*Exercise goal:* Please filter the entries for the word "paint" and copy every line that has it.
[Start of Attachment]
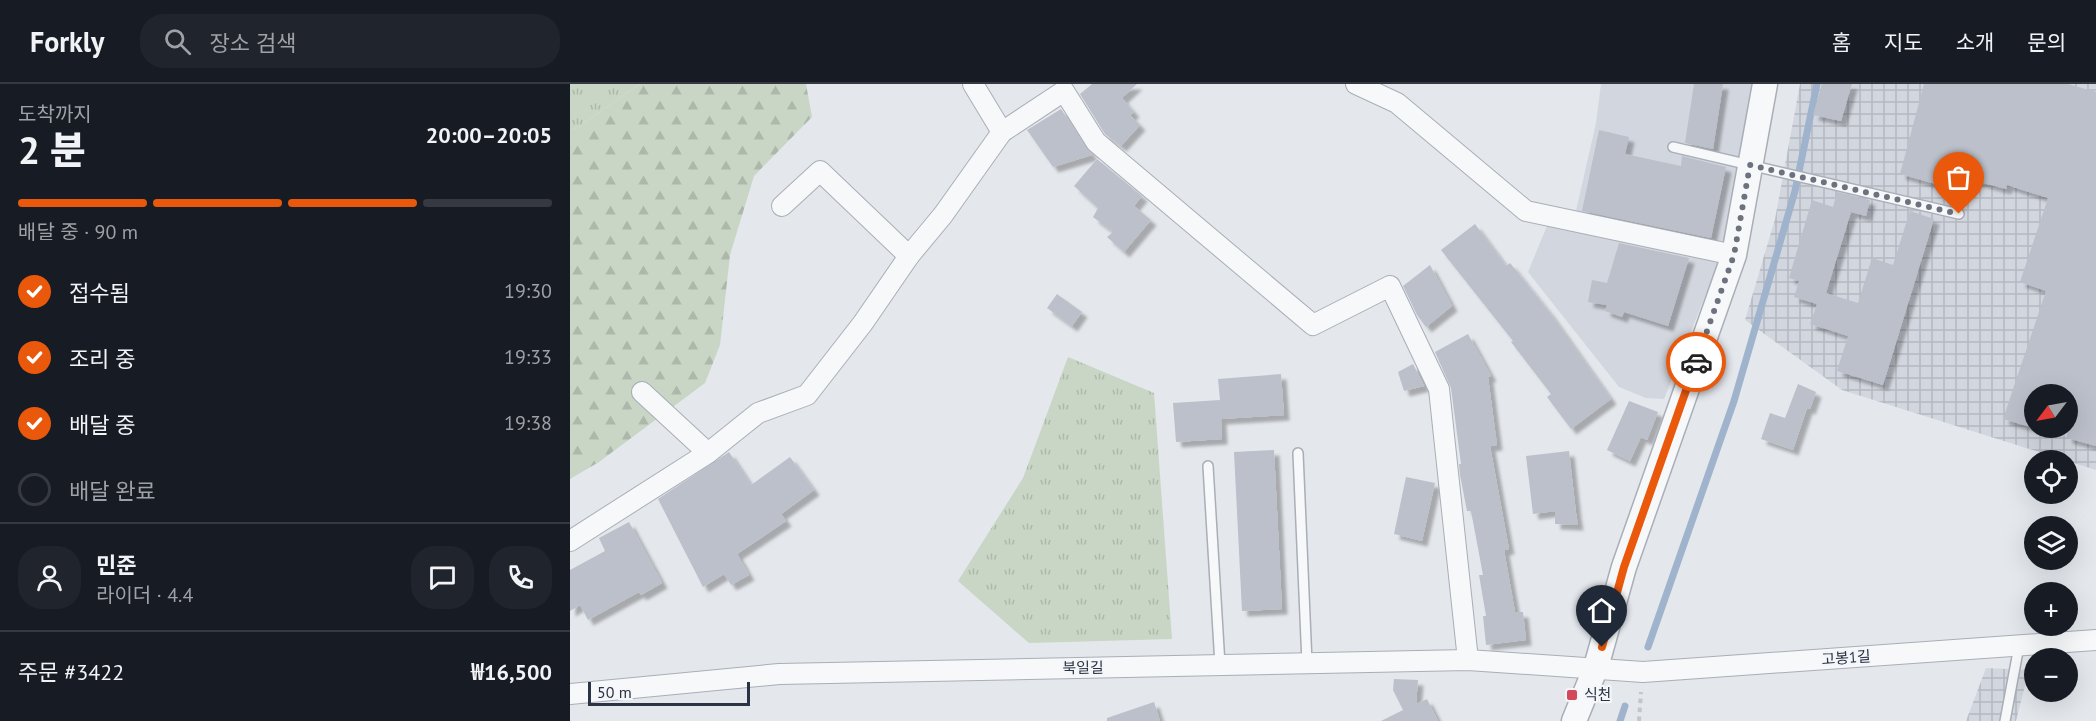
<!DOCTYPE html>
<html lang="ko">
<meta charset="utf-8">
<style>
body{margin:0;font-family:"PT Sans","Noto Sans KR",sans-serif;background:#20242c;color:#f1f3f6;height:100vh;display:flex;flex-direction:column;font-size:22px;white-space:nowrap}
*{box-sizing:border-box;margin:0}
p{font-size:20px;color:#9ea1a6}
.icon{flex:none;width:33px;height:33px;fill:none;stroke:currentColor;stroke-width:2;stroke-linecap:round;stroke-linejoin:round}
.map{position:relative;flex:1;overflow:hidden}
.sheet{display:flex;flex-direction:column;background:#171b24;width:570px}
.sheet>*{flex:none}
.needle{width:39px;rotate:238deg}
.fabs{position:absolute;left:1454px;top:300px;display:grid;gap:12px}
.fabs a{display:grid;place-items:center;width:54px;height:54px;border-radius:50%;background:#171b24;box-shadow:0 6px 24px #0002;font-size:30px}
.scale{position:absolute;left:18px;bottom:15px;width:162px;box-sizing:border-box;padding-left:6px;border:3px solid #2b3445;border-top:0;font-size:16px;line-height:21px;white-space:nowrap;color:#2b3445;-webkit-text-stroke:4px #f4f6f9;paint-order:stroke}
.pin{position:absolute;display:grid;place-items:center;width:51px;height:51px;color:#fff;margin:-62px -26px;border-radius:50% 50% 50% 0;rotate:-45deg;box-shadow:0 0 6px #0007}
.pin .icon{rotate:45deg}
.courier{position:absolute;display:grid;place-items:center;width:60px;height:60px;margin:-30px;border:4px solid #ea580c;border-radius:50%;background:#fff;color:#222;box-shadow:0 2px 8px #0007}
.overview em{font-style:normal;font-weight:800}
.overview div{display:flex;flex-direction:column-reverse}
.overview{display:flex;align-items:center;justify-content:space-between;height:102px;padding:0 18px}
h1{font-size:39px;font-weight:800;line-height:45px}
.bar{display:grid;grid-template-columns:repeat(4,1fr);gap:9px 6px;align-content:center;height:72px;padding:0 18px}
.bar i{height:8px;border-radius:4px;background:#363941}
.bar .on{background:#ea580c}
.bar p{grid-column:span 4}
.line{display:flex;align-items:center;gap:15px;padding:0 18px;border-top:2px solid #363941}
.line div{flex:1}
.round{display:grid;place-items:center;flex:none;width:63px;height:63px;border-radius:24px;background:#20242c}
ol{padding:0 18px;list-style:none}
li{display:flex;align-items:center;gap:18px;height:66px}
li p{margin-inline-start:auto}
li .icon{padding:6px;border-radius:50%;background:#ea580c;color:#fff;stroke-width:4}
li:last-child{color:#9ea1a6}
li i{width:33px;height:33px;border:3px solid #363941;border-radius:50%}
header{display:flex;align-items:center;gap:36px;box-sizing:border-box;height:84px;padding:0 30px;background:#171b24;border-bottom:2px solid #363941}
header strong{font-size:28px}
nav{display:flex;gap:33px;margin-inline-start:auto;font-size:21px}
.search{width:420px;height:54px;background:#20242c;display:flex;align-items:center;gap:15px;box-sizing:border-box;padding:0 21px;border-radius:24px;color:#9ea1a6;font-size:22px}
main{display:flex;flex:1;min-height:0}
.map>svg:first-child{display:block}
.built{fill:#d2d6de}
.industrial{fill:url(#industrial-grid);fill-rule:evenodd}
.grass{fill:url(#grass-tufts)}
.forest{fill:url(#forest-firs)}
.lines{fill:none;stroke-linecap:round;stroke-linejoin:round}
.stream{stroke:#9fb4cc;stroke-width:7}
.building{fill:#bbc0ca;filter:url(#shadow)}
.service-casing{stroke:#a9aeb7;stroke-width:12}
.minor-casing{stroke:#a9aeb7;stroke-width:22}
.tertiary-casing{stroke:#a9aeb7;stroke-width:27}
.path{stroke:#c2c5cb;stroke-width:4;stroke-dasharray:4.5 4.5;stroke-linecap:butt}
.service{stroke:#f7f8fa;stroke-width:9}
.minor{stroke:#f7f8fa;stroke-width:20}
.tertiary{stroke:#f7f8fa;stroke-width:24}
.done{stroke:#6c737f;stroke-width:6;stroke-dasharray:0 10.8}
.route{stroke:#ea580c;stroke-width:8}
.poi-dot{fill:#d1495b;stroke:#f4f6f9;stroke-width:2}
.labels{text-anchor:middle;stroke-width:4.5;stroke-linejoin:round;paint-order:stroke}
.street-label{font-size:15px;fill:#2b3445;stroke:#f4f6f9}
.poi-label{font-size:15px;fill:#2b3445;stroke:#f4f6f9;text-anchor:start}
</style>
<header>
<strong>Forkly</strong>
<div class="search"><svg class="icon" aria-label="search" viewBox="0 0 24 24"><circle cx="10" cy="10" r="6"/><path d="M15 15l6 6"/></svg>장소 검색</div>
<nav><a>홈</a><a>지도</a><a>소개</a><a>문의</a></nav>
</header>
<main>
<section class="sheet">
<div class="overview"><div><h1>2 분</h1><p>도착까지</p></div><em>20:00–20:05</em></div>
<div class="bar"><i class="on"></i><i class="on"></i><i class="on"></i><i></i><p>배달 중 · 90 m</p></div>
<ol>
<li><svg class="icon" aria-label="check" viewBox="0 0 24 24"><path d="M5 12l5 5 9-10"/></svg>접수됨<p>19:30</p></li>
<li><svg class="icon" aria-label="check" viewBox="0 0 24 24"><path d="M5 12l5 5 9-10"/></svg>조리 중<p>19:33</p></li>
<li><svg class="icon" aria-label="check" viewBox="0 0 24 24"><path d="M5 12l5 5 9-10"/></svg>배달 중<p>19:38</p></li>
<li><i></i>배달 완료</li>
</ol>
<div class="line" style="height:108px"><a class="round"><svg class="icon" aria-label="person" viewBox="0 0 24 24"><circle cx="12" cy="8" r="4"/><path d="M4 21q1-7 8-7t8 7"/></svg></a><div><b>민준</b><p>라이더 · 4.4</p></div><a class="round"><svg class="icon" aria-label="chat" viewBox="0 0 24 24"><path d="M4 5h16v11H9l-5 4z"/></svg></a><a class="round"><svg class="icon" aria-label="phone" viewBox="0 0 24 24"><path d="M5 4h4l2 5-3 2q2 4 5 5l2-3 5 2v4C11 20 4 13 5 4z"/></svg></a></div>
<div class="line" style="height:78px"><div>주문 #3422</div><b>₩16,500</b></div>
</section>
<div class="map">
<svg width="1526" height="637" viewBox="0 0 1526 637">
<defs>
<pattern id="industrial-grid" width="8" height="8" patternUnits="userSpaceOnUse" patternTransform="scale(1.5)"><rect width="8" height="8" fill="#d2d6de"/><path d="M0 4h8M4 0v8" fill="none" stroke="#b4b8c0"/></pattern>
<pattern id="grass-tufts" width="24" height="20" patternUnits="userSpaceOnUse" patternTransform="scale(1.5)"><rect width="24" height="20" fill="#c9d6c5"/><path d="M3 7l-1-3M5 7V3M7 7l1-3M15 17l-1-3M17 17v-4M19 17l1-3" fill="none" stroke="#adb8ab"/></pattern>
<pattern id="forest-firs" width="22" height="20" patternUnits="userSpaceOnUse" patternTransform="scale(1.5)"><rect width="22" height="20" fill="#c9d6c5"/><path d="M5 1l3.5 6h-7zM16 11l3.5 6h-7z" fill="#adb8ab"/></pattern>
<filter id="shadow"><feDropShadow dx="5.5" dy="5.5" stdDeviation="1.5" flood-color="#0004"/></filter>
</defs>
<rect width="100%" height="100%" fill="#e4e7ec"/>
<!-- built -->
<path class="built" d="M1031,0h155l-31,162 -61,153 -18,-1 -27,-11 -91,-115 19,-46 29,-15 20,-88z"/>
<!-- industrial -->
<g class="industrial">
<path d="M1230,0h296v386l-254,-80 -97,-70 30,-101zM1464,310h33v34h-33z"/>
<path d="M1416,584l43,2 -13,51h-50z"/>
</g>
<!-- grass -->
<g class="grass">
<path d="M0,0h70l-63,44 -7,2z"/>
<path d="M498,273l86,36 18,246 -143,4 -71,-62 65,-103z"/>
</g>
<!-- forest -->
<path class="forest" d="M70,0h166l6,33 -58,59 -24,79 -10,90 -15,38 -106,79 -29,17v-349l7,-2z"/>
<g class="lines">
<!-- stream -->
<g class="stream">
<path d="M1078,563l86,-246 61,-210 22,-107"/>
<path d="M1050,637l5,-15"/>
</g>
</g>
<!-- building -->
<g class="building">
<path d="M522,0h45l-15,14 12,14 -4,3 10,10 -19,21 -16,-12 -25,-40z"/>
<path d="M1124,0h29l-10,65 -28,-6z"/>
<path d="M1252,0h30l-11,37 -28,-6z"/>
<path d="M1354,0h144l28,8v354l-29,-8v-44h-33v34l-31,-9 43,-128 -26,-9 28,-84 -41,-13 -1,4 -64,-17 -3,13 -39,-11z"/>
<path d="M491,25l31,46 -39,12 -26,-37z"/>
<path d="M1029,46l30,7 -4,17 56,12 1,-10 44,11 -15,71 -129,-27z"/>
<path d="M527,75l45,37 -8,10 17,14 -27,32 -17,-15 6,-5 -20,-15 5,-9 -24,-22z"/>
<path d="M1267,108l33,8 -4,16 -15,-4 -25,81 32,10 14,-45 21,7 17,-54 24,8 -51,166 -46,-14 11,-35 -38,-12 7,-20 -23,-7 5,-16 -10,-3 23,-78 21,7z"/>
<path d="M905,140l31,42 4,-3 40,50 61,86 -40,30 -24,-32 4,-3 -40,-52 2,-1 -72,-91z"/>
<path d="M1049,159l70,15 -21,68 -44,-14 -2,5 -17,-6 2,-6 -19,-3 4,-22 15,3z"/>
<path d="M860,181l22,41 -26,21 -9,-12 -14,-29z"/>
<path d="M487,210l25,18 -10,14 -25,-18z"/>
<path d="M898,250l23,42 -3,1 9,68 -7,1 19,103 -5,1 11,62h8l3,28 -40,5 -3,-29h3l-7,-41h4l-12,-64h-4l-7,-36 -1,-11h2l-10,-76 -16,-36z"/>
<path d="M843,280l11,22 -20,5 -6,-19z"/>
<path d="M711,290l3,41 -63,4 1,20 -46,3 -3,-39 47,-3 -2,-21z"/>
<path d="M1228,300l18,8 -6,17 -3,-1 -14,42 -32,-11 9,-26 15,5z"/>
<path d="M1059,317l29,11 -11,28 -6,-3 -11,24 -23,-11z"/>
<path d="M704,366l8,159 -40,2 -8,-159z"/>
<path d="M999,367l7,62 2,12 -23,-1v-13l-22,3 -7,-58z"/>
<path d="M159,368l22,33 39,-28 24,33 -33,24 5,7 -49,33 12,21 -18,10 -7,-11 -21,13 -45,-88z"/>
<path d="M836,393l29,6 -13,58 -28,-7z"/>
<path d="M59,438l33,61 -21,12 -2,-3 -51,28 -8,-15 -10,6v-41l35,-19 -6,-13z"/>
<path d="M824,595l24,1 -2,24 11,-5 11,22h-57l22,-11 -10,-20z"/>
<path d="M584,618l6,19h-53v-3z"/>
</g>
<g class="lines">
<!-- service casing -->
<g class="service-casing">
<g id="service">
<path d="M1103,63l286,67"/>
<path d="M728,369l9,210"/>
<path d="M638,382l12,199"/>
<path d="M1435,637l14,-75"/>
</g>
</g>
<!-- minor casing -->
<g class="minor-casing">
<g id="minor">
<path d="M403,0l29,48"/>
<path d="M786,0l41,19 129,108 208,44"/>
<path d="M339,172l34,-41 59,-83 62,-41 32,51 217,183 77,-39 49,103 29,271"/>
<path d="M72,308l66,61"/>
<path d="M0,457l138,-88 50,-40 49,-18 56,-72 46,-67 -89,-85 -38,35"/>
<path d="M0,610l209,-20 689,-14 175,12 453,-32"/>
</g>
</g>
<!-- tertiary casing -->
<g class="tertiary-casing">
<path id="tertiary" d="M1004,637l22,-54 28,-100 110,-312 31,-171"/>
</g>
<!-- path -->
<path class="path" d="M1069,637l2,-29"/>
<!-- service -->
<use href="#service" class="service"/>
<!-- minor -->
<use href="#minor" class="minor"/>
<!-- tertiary -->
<use href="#tertiary" class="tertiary"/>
</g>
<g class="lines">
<!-- done -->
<path class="done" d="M1126,278l38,-107 16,-90 209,49"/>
<!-- route -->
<path class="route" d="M1032,563l22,-80 72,-205"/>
</g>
<!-- markers -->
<rect class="poi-dot" x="996" y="605" width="12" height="12" rx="3"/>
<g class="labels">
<!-- street labels -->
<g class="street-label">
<text transform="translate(1276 574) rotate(-4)" y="5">고봉1길</text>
<text transform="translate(513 584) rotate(-1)" y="5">북일길</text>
</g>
<!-- poi labels -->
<g class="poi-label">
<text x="1014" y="616">식천</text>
</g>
</g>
</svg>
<div class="fabs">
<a><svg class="needle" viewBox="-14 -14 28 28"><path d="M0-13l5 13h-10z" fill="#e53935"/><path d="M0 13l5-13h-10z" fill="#9ea1a6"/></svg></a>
<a><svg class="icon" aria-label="locate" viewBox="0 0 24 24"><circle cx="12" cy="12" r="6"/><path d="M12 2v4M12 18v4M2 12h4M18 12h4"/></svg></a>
<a><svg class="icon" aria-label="layers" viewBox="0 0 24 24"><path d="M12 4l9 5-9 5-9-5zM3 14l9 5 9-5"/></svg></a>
<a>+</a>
<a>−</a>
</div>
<div class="scale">50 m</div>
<div class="pin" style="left:1389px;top:130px;background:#ea580c"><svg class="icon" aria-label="bag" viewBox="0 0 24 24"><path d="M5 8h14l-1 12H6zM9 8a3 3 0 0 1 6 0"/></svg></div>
<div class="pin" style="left:1032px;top:563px;background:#1f2937"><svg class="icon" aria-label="home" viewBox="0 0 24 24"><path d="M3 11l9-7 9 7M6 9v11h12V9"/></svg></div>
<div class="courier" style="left:1126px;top:278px"><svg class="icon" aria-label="car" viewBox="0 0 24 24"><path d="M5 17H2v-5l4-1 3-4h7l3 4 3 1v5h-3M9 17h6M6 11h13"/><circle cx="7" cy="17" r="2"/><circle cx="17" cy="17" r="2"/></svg></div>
</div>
</main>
[End of Attachment]
*Answer to the problem:*
.scale{position:absolute;left:18px;bottom:15px;width:162px;box-sizing:border-box;padding-left:6px;border:3px solid #2b3445;border-top:0;font-size:16px;line-height:21px;white-space:nowrap;color:#2b3445;-webkit-text-stroke:4px #f4f6f9;paint-order:stroke}
.labels{text-anchor:middle;stroke-width:4.5;stroke-linejoin:round;paint-order:stroke}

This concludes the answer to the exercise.